*Task to carry out*: Across these entries, count the lines holding the string "Nutbush"; the number is the whole answer.

BEGIN

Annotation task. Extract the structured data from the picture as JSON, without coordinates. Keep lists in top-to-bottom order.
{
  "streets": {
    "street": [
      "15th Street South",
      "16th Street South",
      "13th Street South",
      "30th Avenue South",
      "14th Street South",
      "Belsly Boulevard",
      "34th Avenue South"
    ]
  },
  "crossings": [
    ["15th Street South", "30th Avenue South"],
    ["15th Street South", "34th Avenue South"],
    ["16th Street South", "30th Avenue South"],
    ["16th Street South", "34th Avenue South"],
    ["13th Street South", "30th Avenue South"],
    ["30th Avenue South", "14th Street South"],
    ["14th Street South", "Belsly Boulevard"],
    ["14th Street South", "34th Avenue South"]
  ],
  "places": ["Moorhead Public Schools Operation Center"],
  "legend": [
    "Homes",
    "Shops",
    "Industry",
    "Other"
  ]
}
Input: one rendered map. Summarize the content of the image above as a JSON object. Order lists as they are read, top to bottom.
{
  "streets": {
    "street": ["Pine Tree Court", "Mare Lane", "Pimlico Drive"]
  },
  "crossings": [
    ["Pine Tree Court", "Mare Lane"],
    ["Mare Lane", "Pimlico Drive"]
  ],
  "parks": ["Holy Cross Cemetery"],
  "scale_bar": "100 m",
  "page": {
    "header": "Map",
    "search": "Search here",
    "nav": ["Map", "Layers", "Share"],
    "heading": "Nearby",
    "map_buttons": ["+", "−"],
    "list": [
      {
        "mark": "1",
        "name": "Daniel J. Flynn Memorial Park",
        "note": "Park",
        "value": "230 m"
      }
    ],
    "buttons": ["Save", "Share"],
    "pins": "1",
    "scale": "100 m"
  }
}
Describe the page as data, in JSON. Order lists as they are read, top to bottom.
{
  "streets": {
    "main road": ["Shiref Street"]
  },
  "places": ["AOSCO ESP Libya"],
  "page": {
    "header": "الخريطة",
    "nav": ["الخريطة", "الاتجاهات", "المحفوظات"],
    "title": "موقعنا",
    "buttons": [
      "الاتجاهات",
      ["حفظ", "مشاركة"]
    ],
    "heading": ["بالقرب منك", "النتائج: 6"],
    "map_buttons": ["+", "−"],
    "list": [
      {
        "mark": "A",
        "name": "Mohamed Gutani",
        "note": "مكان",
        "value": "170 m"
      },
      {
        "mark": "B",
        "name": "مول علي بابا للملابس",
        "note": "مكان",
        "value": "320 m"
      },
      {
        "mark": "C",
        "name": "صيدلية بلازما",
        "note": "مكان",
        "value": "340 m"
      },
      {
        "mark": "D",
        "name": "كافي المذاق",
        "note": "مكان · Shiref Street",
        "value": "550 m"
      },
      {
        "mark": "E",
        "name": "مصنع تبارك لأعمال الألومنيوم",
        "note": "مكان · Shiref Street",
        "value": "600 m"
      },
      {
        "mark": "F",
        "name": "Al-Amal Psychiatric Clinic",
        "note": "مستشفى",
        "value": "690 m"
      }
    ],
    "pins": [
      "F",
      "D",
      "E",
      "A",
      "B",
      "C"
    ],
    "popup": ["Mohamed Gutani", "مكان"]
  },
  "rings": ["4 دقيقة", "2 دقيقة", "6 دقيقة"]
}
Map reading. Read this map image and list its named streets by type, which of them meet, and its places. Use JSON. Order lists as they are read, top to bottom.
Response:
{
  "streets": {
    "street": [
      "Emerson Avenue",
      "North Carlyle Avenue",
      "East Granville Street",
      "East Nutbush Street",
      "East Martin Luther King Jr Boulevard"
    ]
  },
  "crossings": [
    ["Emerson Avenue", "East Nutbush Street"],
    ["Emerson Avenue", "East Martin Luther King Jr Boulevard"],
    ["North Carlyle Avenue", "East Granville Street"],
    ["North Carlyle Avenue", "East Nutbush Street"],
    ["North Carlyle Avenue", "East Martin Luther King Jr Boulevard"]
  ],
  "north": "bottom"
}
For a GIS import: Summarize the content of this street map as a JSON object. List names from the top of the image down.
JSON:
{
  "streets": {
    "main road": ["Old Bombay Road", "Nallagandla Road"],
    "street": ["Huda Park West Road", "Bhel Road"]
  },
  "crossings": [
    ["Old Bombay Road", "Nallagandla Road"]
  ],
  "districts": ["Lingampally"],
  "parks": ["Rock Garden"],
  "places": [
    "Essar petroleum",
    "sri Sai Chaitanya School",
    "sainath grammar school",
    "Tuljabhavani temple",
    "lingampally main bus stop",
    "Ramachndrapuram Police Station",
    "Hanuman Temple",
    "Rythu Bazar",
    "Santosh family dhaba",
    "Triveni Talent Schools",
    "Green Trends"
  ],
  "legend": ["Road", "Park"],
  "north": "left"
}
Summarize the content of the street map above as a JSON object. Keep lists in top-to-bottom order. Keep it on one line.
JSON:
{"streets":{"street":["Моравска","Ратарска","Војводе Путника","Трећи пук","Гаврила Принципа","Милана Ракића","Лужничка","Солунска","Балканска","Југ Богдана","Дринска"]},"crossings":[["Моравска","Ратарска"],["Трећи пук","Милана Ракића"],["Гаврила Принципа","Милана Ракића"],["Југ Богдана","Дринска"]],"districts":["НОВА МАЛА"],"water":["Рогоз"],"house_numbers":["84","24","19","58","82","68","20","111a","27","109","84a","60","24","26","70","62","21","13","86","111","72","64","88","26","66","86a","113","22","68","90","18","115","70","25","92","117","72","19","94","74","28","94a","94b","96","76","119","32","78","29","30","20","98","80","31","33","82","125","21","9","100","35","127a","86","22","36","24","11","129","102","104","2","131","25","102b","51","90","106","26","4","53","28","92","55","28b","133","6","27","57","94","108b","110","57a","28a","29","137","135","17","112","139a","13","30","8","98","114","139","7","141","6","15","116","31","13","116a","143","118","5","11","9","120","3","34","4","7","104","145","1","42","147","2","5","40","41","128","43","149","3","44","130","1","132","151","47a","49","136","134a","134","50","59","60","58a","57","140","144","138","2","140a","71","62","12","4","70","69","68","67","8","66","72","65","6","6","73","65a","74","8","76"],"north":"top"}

END

*Task response*: 3